Mata mulai terbuka perlahan-lahan saat langit sudah berubah warna menjadi jingga kebiruan dilihat dari luar perahu. Sejauh mata mamandang, saya hanya melihat perairan luas yang dikelilingi pulau-pulau. Sesaat saya sadar, saya masih berada di atas perahu klotok yang kemarin malam berhenti di tepi Pulau Kalong.
Sunyi sekali suasana pagi itu, hanya terdengar hempasan air laut yang menghantam pelan perahu. Matahari mulai mengintip perlahan dari ufuk timur yang membuat Andrew dan Matt, kawan baru saya yang sama-sama mengikuti tur keliling kepulauan Komodo ikut terbangun. Pukul 7 pagi, mas ABK sudah menyiapkan kopi dan teh bagi kami, serta nasi goreng seafood yang enak sekali. Untung saja kawan bule saya tidak pilih-pilih makanan, mereka dengan lahap bisa makan pagi hanya dengan sepiring nasi goreng tanpa ada permintaan neko-neko, bahkan pak Nahkoda pun memuji mereka adalah penumpang yang tidak rewel. Selesai makan pagi, perahu bergerak menuju ke pulau yang konon wajib dikunjungi bila mengaku sudah pernah ke kepulauan Komodo, yaitu Pulau Komodo. Dari Pulau Kalong bisa ditempuh sekitar satu jam saja menuju ke Pulau Komodo dengan perahu klotok ini. Di tengah perjalanan menuju Pulau Komodo terlihat sebuah pemukiman penduduk di pesisir pantai yang terdapat puluhan rumah-rumah kayu berjajar rapi, ternyata itu adalah Kampung Komodo, asal dari penduduk asli kepulauan Komodo yang beberapa nya saya lihat di Pulau Kalong sore hari yang lalu. Kampung Komodo merupakan tempat singgah bagi kapal-kapal sewaan bilamana terjadi kerusakan mesin kapal seperti yang dialami kapal lain di belakang kapal saya, selain sebagai bengkel di tengah lautan, tempat ini juga bisa disinggahi para turis untuk membeli langsung kerajinan tangan asli penduduk Bajo.

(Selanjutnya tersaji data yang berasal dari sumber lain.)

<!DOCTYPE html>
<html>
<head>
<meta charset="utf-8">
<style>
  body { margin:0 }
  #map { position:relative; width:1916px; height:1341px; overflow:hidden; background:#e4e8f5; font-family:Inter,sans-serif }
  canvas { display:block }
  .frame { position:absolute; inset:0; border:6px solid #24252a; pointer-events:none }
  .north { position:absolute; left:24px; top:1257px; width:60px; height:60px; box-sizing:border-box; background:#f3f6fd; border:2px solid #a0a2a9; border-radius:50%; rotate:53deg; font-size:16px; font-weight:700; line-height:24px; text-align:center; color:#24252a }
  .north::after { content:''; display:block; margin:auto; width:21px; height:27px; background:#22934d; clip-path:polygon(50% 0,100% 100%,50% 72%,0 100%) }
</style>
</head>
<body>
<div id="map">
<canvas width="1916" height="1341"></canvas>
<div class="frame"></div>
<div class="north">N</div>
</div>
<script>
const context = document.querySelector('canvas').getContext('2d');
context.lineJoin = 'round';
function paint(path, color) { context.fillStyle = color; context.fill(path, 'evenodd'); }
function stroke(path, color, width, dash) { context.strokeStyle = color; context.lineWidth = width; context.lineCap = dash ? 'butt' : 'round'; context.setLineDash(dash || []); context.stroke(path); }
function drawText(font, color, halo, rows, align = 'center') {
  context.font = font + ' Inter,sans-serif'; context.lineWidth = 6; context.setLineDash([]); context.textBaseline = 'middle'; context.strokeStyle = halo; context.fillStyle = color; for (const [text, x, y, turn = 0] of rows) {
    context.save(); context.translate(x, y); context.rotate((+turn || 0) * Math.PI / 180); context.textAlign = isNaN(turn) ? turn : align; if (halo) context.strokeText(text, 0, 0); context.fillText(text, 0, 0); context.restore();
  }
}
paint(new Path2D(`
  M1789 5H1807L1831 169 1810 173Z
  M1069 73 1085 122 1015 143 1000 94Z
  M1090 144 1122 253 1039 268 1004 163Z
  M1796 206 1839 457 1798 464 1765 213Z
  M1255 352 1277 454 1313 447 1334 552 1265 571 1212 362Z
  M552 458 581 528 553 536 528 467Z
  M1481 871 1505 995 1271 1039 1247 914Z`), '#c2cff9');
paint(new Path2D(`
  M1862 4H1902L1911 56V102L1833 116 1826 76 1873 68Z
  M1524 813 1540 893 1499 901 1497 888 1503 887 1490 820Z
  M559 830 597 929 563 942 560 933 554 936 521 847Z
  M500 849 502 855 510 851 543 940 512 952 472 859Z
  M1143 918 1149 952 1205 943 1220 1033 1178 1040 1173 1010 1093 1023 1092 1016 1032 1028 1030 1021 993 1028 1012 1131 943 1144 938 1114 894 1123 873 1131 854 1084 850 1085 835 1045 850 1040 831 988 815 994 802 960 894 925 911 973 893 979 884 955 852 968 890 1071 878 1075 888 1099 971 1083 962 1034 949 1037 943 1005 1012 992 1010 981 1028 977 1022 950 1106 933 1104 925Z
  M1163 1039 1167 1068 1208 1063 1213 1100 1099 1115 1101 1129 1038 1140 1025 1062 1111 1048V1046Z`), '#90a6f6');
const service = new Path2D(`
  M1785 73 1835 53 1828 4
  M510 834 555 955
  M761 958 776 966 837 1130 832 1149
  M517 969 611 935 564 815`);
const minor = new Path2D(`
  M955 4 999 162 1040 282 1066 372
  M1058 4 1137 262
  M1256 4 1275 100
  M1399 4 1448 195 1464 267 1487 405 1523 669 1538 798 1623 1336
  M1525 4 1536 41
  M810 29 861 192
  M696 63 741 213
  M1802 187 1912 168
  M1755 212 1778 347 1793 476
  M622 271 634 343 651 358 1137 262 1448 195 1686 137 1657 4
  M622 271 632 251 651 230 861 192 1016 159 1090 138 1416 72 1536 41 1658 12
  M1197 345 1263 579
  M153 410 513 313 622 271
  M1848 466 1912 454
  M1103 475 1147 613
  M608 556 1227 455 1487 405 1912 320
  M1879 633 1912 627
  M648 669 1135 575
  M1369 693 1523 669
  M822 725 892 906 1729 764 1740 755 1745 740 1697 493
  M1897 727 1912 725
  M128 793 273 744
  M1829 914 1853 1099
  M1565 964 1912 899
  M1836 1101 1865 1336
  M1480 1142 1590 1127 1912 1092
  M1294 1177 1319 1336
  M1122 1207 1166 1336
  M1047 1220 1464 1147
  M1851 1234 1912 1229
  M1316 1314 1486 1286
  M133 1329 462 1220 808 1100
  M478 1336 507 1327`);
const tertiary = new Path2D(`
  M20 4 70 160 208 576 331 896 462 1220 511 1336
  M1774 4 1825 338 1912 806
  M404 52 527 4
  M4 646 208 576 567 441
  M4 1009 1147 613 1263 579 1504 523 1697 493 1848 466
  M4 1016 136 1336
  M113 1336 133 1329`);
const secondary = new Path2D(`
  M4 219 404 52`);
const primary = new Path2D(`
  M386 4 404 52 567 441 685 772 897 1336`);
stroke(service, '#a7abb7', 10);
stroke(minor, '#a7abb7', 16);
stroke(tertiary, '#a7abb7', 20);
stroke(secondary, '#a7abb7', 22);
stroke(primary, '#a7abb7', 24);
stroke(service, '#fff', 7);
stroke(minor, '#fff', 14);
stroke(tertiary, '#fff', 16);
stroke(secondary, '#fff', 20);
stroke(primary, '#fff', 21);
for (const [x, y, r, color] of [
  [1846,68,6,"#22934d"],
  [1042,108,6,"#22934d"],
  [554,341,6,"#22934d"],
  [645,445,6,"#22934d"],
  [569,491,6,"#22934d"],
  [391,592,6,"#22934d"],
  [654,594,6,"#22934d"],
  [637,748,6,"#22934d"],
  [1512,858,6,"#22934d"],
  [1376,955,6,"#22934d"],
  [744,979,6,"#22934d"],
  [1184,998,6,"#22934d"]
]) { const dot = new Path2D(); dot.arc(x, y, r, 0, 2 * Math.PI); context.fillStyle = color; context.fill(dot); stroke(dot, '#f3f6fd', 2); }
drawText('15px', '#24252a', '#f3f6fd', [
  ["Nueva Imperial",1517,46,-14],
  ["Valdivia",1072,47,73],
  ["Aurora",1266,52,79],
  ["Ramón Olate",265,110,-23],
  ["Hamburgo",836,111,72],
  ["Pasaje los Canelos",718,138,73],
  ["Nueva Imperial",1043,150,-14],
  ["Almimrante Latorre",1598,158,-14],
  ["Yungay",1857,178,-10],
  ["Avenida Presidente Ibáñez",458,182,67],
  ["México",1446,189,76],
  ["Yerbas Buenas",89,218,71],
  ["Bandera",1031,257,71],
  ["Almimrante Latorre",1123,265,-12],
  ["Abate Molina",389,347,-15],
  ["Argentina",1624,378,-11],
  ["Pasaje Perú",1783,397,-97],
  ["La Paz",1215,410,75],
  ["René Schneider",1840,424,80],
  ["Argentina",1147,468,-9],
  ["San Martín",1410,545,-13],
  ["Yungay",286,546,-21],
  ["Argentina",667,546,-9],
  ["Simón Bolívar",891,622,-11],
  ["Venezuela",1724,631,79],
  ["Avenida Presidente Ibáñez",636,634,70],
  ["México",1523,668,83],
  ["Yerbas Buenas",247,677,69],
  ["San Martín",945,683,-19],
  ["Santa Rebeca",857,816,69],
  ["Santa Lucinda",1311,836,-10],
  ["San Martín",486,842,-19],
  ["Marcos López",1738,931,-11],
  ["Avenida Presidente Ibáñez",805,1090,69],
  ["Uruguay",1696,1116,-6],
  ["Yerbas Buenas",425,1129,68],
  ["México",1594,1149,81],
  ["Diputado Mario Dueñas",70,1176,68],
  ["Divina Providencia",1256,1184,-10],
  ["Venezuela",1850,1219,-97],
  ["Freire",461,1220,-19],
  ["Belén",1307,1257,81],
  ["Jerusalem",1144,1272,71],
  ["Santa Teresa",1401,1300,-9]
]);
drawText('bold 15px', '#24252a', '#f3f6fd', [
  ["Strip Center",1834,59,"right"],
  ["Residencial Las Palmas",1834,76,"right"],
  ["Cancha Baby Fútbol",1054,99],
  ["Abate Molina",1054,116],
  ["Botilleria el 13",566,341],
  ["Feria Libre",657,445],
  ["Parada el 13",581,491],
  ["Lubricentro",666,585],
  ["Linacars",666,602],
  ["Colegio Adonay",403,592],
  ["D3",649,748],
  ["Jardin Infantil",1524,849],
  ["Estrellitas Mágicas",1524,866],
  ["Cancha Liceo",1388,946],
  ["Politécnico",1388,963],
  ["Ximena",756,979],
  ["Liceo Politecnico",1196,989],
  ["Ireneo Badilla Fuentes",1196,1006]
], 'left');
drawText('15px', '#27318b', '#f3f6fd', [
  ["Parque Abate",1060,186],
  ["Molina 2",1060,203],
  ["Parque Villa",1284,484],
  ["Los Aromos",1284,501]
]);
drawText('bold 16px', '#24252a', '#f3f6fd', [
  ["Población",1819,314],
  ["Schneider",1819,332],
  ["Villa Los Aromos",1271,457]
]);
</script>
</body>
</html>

Masih pukul 8 pagi tetapi kondisi dermaga di Pulau Komodo atau disebut Loh Liang sudah dipenuhi banyak perahu klotok. Sebelum memasuki loket masuk, saya sudah disambut oleh dinding yang terbuat dari batu kapur bertuliskan “KOMODO – NATIONAL PARK – WORLD HERITAGE SITE” yang terlihat megah selain sebuah prasasti dari batu marmer bertandatangankan mantan Presiden SOEHARTO yang terletak di belakang papan batu tersebut. Saat memasuki ruang loket, banyak yang melakukan pembayaran biaya konservasi di sini, sehingga loket terlihat ramai sekali. Kami yang sudah membeli tiket konservasi di Loh Buaya, Pulau Rinca tidak perlu membeli lagi tiket di Loh Liang, hanya wajib menuliskan data di buku tamu. Begitu sebaliknya, turis yang pertama singgah di Loh Liang dan membayar biaya konservasi disini, tidak perlu membayar lagi saat mereka singgah di Loh Buaya. Lagi-lagi saya menjadi turis ‘Jepang’ di sini. Hanya segelintir orang Indonesia yang terlihat di ruangan loket, selebih dari itu hanya terlihat turis dari Asia Timur dan kebanyakan dari negara Barat seperti Amerika, Australia dan Eropa. Sekali lagi berasa liburan di luar negeri padahal masih di Indonesia.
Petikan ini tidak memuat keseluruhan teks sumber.